According to the views of Exner and others, the compound eyes of Insects are chiefly organs for the perception of movement; if this view be correct, movements such as those made during the dances of may-flies may, by the number of the separate eyes, by their curved surfaces and innumerable facets, be multiplied and correlated in a manner of which our own sense of sight allows us to form no conception. We can see on a summer's evening how beautifully and gracefully a crowd of may-flies dance, and we may well believe that to the marvellous ocular organs of the flies themselves (Fig. 274) these movements form a veritable ballet. We have pointed out that by this dancing the peculiarly formed alimentary canal becomes distended, and may now add that Palmén and Fritze believe that the unique structure of the reproductive organs is also correlated with the other anatomical peculiarities, the contents of the sexual glands being driven along the simple and direct ducts by the expansion of the balloon-like stomach. During these dances the momentary conjugation of the sexes occurs, and immediately thereafter the female, according to Eaton, resorts to the waters appropriate for the deposition of her eggs. As regards this, Eaton says:[[367]] "Some short-lived species discharge the contents of their ovaries completely en masse, and the pair of fusiform or subcylindrical egg-clusters laid upon the water rapidly disintegrate, so as to let the eggs sink broadcast upon the river-bed. The less perishable species extrude their eggs gradually, part at a time, and deposit them in one or other of the following manners: either the mother alights upon the water at intervals to wash off the eggs that have issued from the mouths of the oviducts during her flight, or else she creeps down into the water to lay her eggs upon the under-side of stones, disposing them in rounded patches, in a single layer evenly spread, and in mutual contiguity." The eggs are very numerous, and it is thought may sometimes remain in the water as much as six or seven months before they hatch.

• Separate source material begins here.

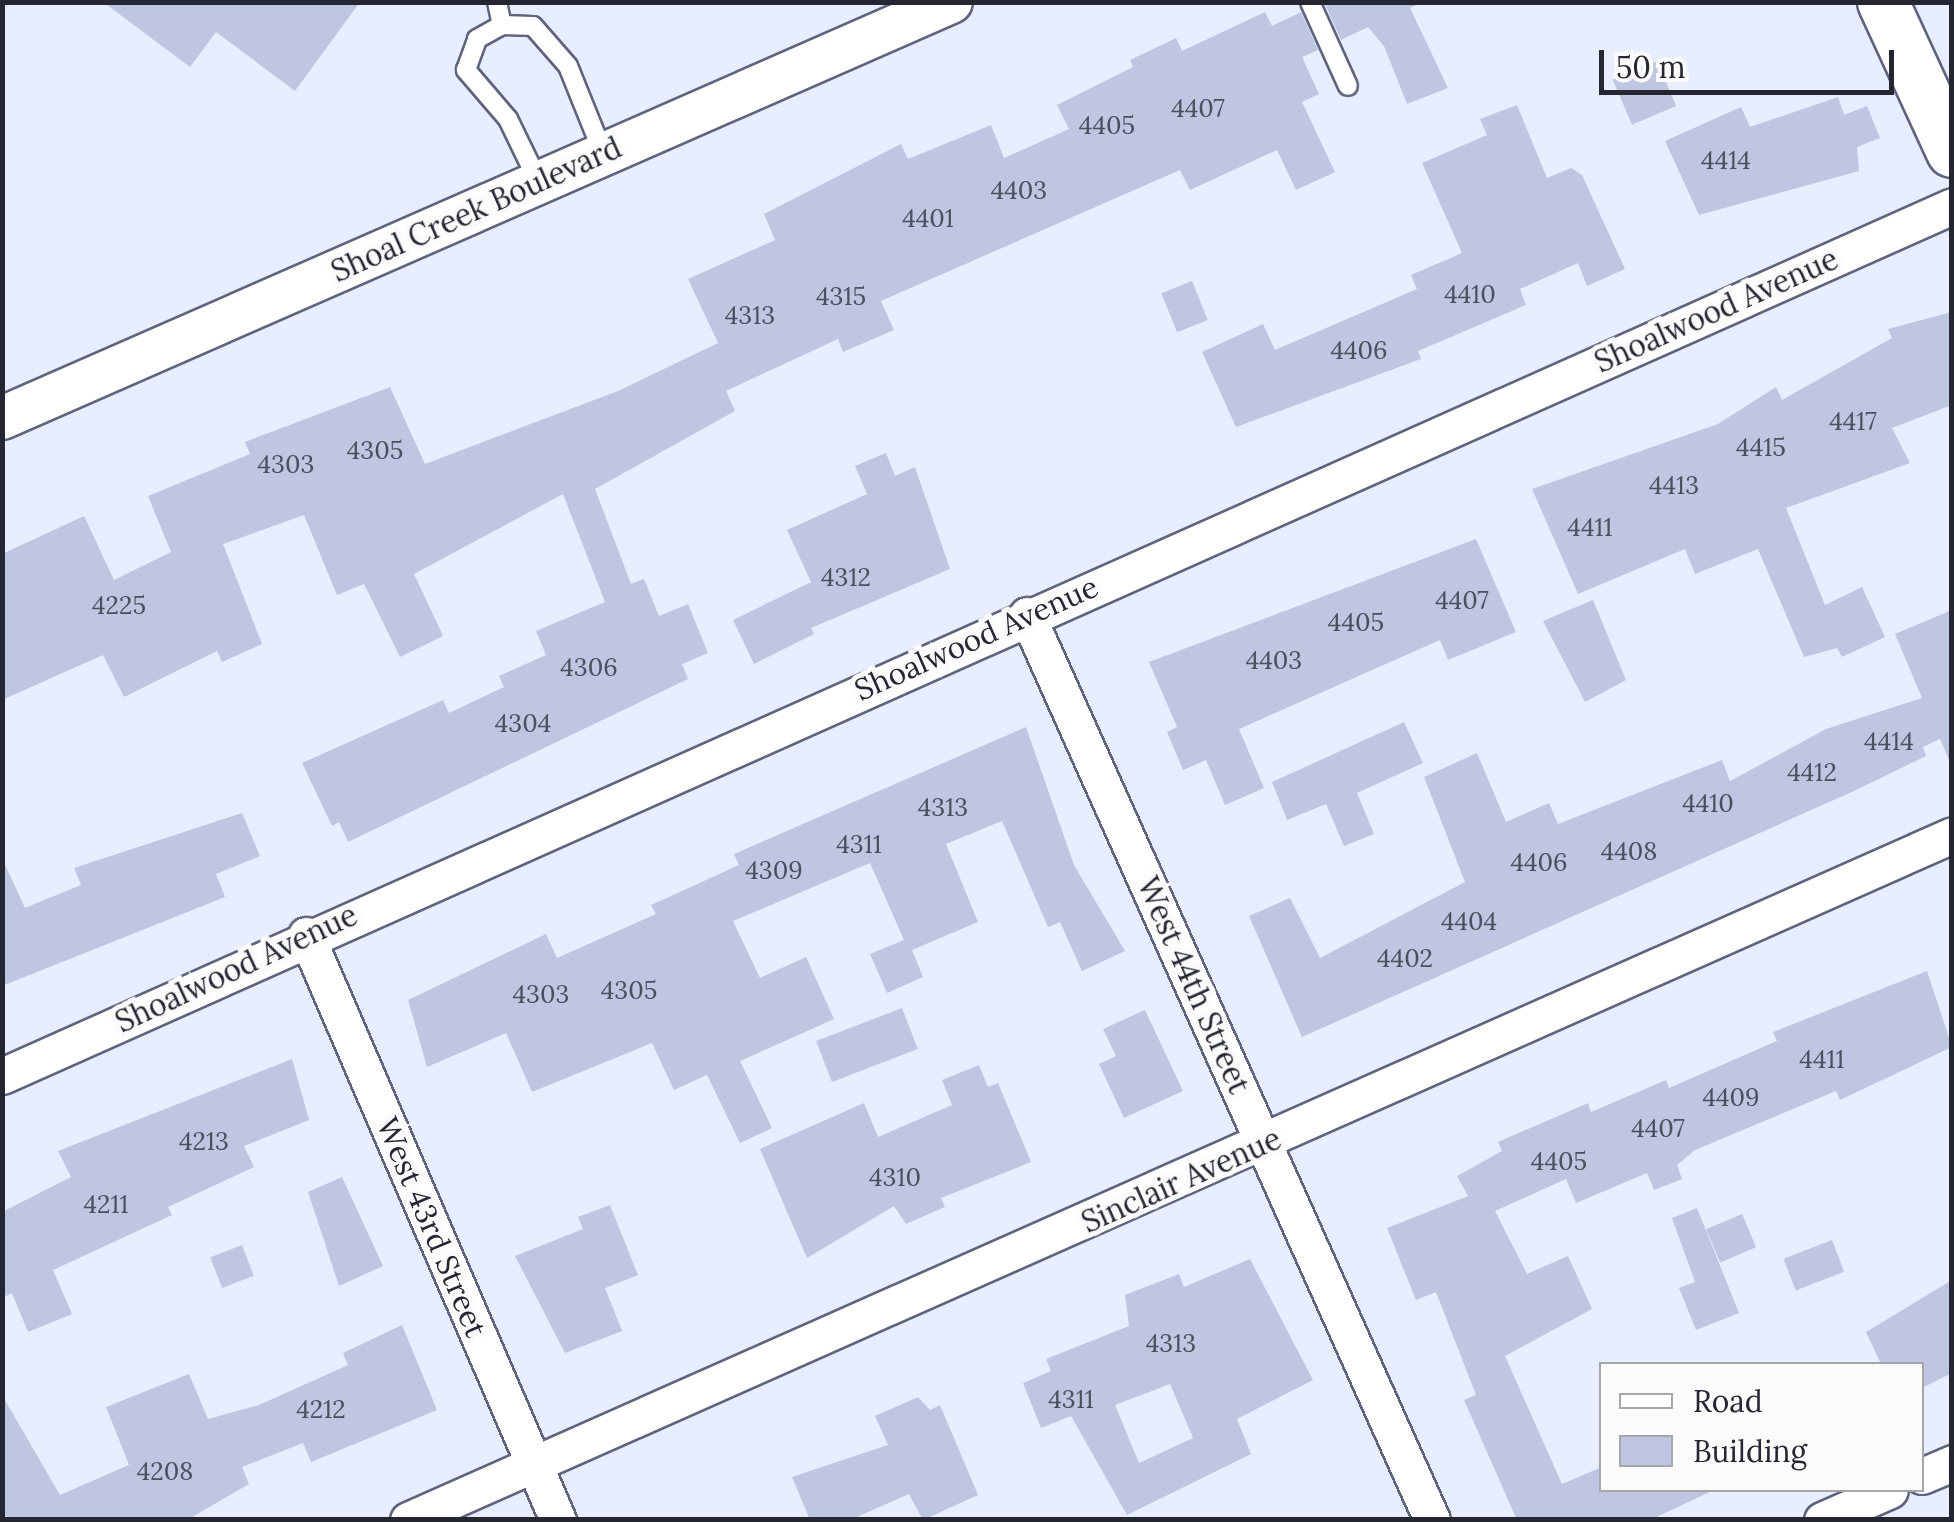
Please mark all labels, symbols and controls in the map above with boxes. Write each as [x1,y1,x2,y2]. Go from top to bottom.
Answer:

The number of individuals produced by some kinds of may-flies is remarkable. Swarms consisting of millions of individuals are occasionally witnessed. D'Albertis observed Palingenia papuana in countless myriads on the Fly River in New Guinea: "For miles the surface of the river, from side to side, was white with them as they hung over it on gauzy wings; at certain moments, obeying some mysterious signal, they would rise in the air, and then sink down anew like a fall of snow." He further states that the two sexes were in very disproportionate numbers, and estimates that there was but a single female to every five or six thousand males.

Ephemeridae in the perfect state are a favourite food of fishes, and it is said that on some waters it is useless for the fly-fisher to try any other lure when these flies are swarming. Most of the "duns" and "spinners" of the angler are Ephemeridae; so are several of the "drakes," our large E. danica and E. vulgata being known as the green drake and the gray drake. Ronalds says[[368]] that the term "dun" refers to the pseud-imago condition, "spinner" to the perfect Insect. E. danica and E. vulgata are perhaps not distinguished by fishers; Eaton says that the former is abundant in rapid, cool streams, while E. vulgata prefers warmer and more tranquil rivers.